Surgery on the upper eyelids generally involves:
Making a cut (incision) along the eyelid crease in the natural skin fold of the eyelid
Removing excess skin, fat or muscle
Closing up the incision – the scar will be hidden in the natural fold of the eyelid
Surgery on the lower eyelids generally involves:
Making an incision either just below the lower lashes or on the inside of the eyelid
Moving or removing fat from the bags under the eyes, and sometimes also a small amount of skin
Supporting the muscles and tendon of the eyelid if necessary
The surgeon will normally apply thin, sticky strips called suture strips to support the eyelids after surgery. These are usually removed up to a week later.
An upper blepharoplasty may take about one hour. Surgery on the lower lid may take up to two hours. Most patients can go home the same day.
It’s advisable to take about a week off work to recover from eyelid surgery.
It may be obvious for a little longer than a week that you’ve just had eyelid surgery.
You won’t be able to drive for a number of days after the operation.
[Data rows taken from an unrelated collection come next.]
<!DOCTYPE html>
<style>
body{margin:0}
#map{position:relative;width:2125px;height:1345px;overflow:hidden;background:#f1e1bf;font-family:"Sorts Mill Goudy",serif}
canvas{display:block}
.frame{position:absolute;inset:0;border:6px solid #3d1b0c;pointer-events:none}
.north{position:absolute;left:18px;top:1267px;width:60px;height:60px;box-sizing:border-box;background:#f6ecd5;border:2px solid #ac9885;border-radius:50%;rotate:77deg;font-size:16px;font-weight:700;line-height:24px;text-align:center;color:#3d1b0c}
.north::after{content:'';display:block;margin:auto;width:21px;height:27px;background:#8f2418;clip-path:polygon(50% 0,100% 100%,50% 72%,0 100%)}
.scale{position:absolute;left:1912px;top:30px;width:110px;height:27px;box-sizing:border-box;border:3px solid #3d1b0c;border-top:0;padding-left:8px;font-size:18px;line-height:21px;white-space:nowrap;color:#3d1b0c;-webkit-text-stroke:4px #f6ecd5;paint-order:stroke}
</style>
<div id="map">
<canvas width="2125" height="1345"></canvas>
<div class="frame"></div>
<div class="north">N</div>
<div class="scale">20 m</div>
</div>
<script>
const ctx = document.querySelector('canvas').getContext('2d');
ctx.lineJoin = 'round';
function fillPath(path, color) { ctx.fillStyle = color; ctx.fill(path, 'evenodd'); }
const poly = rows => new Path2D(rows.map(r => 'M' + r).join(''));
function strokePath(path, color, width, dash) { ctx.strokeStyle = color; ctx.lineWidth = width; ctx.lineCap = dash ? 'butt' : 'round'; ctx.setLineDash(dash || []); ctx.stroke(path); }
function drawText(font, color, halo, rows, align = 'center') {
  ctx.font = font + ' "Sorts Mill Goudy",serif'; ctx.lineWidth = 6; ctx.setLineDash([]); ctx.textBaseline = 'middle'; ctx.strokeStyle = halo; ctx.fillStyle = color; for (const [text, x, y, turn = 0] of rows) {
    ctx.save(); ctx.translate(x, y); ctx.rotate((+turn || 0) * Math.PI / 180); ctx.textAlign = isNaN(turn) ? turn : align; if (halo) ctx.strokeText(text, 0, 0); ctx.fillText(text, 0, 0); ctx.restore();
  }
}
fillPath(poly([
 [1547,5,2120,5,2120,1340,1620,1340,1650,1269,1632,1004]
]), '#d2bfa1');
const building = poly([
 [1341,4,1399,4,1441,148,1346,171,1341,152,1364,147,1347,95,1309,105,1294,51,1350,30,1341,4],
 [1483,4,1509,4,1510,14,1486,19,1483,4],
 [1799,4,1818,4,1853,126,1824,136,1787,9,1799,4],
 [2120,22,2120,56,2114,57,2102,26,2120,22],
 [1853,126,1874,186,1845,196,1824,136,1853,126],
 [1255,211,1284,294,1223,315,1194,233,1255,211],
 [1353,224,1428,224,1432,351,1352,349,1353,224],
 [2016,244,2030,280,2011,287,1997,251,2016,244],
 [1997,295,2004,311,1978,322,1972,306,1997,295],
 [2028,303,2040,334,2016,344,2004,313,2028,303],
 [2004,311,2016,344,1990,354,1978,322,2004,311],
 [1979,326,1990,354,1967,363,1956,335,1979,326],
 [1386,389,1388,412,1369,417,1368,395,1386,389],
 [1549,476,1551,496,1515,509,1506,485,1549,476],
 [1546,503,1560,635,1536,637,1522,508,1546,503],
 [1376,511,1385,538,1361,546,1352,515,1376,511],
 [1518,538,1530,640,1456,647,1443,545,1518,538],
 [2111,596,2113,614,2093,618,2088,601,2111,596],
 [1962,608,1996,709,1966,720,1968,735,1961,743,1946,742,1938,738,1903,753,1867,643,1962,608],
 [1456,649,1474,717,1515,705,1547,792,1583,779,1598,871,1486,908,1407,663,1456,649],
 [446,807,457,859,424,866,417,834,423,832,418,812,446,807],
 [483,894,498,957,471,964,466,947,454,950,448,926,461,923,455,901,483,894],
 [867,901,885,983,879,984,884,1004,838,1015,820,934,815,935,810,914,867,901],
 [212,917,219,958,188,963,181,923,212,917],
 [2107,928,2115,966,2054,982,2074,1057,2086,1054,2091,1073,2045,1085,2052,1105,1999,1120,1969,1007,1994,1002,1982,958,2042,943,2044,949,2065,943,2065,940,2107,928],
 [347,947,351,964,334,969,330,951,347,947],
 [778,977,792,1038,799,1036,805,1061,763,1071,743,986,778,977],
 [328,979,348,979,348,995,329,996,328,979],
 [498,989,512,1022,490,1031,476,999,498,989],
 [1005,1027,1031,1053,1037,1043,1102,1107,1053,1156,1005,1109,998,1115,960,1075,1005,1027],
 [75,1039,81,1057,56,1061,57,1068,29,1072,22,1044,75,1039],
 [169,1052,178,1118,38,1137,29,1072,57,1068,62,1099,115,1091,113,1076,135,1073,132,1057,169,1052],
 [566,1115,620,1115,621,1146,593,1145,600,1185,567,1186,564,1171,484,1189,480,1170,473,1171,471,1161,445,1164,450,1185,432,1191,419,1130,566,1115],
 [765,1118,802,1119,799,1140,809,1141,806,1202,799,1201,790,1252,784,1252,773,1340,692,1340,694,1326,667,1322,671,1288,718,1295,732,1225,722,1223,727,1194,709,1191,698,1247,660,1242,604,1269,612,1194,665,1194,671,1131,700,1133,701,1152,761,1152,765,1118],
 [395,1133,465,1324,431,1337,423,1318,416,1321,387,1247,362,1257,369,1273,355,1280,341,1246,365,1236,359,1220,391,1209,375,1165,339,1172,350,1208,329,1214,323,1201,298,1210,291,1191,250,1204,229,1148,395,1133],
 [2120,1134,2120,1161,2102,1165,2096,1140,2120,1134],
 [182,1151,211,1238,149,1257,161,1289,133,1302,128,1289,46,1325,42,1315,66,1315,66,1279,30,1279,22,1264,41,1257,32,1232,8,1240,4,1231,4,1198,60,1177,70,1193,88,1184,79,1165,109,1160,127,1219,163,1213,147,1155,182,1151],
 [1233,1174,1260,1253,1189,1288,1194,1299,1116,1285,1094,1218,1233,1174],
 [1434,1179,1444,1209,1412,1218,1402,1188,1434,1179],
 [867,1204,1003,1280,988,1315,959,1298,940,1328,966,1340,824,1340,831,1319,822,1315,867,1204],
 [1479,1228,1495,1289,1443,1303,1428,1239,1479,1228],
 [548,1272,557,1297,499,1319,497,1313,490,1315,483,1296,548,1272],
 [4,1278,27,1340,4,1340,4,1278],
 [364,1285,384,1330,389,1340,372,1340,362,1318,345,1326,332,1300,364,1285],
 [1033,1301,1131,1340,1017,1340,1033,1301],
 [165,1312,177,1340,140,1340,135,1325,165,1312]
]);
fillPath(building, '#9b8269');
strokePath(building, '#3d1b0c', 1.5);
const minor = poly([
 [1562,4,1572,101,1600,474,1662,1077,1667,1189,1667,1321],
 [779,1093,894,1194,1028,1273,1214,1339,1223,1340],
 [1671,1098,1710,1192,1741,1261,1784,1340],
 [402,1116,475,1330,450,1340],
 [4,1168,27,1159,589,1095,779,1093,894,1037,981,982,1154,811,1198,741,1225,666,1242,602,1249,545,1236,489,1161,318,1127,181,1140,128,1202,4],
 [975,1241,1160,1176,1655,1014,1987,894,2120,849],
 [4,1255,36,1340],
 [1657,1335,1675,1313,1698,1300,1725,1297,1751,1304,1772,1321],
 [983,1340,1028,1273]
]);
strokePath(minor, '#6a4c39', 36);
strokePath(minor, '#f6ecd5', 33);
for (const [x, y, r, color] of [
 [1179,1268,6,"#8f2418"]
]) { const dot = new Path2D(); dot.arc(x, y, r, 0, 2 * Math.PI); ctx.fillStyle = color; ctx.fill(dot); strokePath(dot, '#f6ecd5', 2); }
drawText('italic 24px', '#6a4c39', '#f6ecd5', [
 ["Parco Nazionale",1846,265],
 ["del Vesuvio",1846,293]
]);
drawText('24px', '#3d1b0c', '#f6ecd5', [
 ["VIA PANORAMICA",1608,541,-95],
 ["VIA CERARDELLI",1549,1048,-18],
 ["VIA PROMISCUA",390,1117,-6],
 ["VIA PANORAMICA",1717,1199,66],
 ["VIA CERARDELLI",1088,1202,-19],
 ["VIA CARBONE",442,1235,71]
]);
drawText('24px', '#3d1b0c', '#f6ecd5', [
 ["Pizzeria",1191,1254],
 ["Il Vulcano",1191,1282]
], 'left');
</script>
Bruises, scars and redness may take several weeks to fade.
You probably need to:
Prop your head up with pillows for a couple of days when resting to reduce the swelling
Gently clean your eyelids using prescribed ointment or eyedrops
Hold a cold pack to your eye for a few days – try a pack of frozen peas wrapped in a tea towel
Wear sunglasses to protect your eyes from the sun and wind
Take paracetamol or another prescribed painkiller to relieve any mild pain
You should avoid:
Strenuous activity and swimming for a few days
Contact lenses and rubbing the eyes
Side effects to expect
It’s common after eyelid surgery to temporarily have:
Puffy, numb eyelids that are difficult to close at night
Irritated, sensitive or watery eyes – this may last a few weeks
Bruising that looks like a black eye
Pink scars – these eventually fade to almost be invisible
What could go wrong
Eyelid surgery can occasionally result in:
Temporary blurred or double vision
Your eyes looking slightly asymmetrical
A pool of blood collecting under the skin (haematoma) – this usually disappears on its own after a few weeks
Rarely, it can result in more serious problems, including:
The lower eyelid drooping away from the eye and turning outwards (ectropion)
The lower eyelid becoming pulled down and showing the white of the eye below the iris (eyelid retraction)
Blindness – this is extremely rare
Also, any type of operation carries a small risk of:
Developing a blood clot in a vein
An allergic reaction to the anaesthetic
The surgeon should explain how likely these risks and complications are, and how they would be treated if they occurred.
Occasionally, patients find the desired effect wasn’t achieved and feel they need another operation.